_SOURCE DATA_:
========================

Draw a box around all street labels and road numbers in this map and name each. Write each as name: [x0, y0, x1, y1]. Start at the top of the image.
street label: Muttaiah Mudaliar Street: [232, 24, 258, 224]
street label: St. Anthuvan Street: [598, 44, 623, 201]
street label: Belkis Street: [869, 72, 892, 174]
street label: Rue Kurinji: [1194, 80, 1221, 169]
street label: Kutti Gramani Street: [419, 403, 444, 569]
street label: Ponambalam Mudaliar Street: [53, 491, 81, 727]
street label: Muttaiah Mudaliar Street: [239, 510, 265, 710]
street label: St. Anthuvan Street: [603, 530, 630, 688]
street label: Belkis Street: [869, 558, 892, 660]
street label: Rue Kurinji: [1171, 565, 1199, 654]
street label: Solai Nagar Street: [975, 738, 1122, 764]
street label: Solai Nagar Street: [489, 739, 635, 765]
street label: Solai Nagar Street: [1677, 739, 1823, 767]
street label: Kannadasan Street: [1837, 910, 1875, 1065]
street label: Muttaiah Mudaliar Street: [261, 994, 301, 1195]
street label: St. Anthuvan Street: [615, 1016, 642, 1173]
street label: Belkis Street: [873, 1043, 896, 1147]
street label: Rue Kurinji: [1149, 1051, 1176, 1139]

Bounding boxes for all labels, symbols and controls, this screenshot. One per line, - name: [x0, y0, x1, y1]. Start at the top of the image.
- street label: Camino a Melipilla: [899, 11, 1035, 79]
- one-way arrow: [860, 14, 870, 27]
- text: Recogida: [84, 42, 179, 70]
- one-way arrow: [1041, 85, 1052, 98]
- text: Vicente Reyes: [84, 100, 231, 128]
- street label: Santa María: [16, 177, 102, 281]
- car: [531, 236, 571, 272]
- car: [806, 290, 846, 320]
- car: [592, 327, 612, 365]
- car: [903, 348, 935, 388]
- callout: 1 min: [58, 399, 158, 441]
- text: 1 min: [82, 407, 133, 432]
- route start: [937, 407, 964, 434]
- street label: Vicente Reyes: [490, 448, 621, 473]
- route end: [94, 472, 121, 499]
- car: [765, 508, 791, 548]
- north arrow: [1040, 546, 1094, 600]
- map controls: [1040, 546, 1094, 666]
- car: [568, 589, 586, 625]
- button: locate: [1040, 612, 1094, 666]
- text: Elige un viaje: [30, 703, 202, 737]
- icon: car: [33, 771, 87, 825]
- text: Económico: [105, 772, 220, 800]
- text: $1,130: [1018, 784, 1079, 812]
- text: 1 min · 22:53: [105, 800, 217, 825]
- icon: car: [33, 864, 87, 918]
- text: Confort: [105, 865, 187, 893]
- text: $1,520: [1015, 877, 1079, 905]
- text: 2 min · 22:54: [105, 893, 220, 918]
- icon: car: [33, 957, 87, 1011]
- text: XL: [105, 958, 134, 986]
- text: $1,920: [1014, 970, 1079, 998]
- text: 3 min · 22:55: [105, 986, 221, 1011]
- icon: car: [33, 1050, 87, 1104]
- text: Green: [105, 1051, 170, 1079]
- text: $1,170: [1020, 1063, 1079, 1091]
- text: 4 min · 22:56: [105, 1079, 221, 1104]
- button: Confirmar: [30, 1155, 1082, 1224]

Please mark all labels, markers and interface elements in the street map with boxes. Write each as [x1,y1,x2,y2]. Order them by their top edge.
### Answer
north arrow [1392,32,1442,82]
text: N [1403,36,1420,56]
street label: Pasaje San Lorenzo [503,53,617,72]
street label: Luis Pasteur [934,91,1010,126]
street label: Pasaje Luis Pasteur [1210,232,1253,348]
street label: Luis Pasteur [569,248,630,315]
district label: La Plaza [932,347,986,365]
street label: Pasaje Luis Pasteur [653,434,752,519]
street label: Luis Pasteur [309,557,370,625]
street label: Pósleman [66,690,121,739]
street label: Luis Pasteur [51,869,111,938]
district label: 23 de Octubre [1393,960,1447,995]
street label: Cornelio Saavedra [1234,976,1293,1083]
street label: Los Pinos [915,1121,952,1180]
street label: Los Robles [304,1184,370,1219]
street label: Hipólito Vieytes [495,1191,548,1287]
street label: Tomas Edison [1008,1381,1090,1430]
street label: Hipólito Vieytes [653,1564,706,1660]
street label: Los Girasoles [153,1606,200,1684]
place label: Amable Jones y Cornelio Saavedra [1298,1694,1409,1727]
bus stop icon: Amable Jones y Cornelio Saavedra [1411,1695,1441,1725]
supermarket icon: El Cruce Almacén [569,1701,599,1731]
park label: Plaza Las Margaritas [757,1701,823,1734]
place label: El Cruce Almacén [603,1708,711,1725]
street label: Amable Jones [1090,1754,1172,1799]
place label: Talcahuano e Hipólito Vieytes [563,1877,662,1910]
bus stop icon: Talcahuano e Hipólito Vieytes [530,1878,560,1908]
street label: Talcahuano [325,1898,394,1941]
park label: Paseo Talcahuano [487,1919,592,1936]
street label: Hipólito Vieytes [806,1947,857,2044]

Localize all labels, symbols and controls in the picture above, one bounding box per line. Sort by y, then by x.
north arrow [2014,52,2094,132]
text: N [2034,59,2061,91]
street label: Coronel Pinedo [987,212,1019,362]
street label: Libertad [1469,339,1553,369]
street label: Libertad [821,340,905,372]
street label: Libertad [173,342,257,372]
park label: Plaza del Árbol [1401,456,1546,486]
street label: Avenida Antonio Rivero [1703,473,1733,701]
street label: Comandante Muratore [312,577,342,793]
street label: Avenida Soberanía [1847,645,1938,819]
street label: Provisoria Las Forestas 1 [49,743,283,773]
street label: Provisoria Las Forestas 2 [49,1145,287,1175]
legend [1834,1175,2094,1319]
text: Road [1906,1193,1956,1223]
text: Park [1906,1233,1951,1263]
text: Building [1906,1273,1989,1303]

========================

Your answer should hold every line of the entries that contains the string "each".

Draw a box around all street labels and road numbers in this map and name each. Write each as name: [x0, y0, x1, y1]. Start at the top of the image.
Please mark all labels, markers and interface elements in the street map with boxes. Write each as [x1,y1,x2,y2]. Order them by their top edge.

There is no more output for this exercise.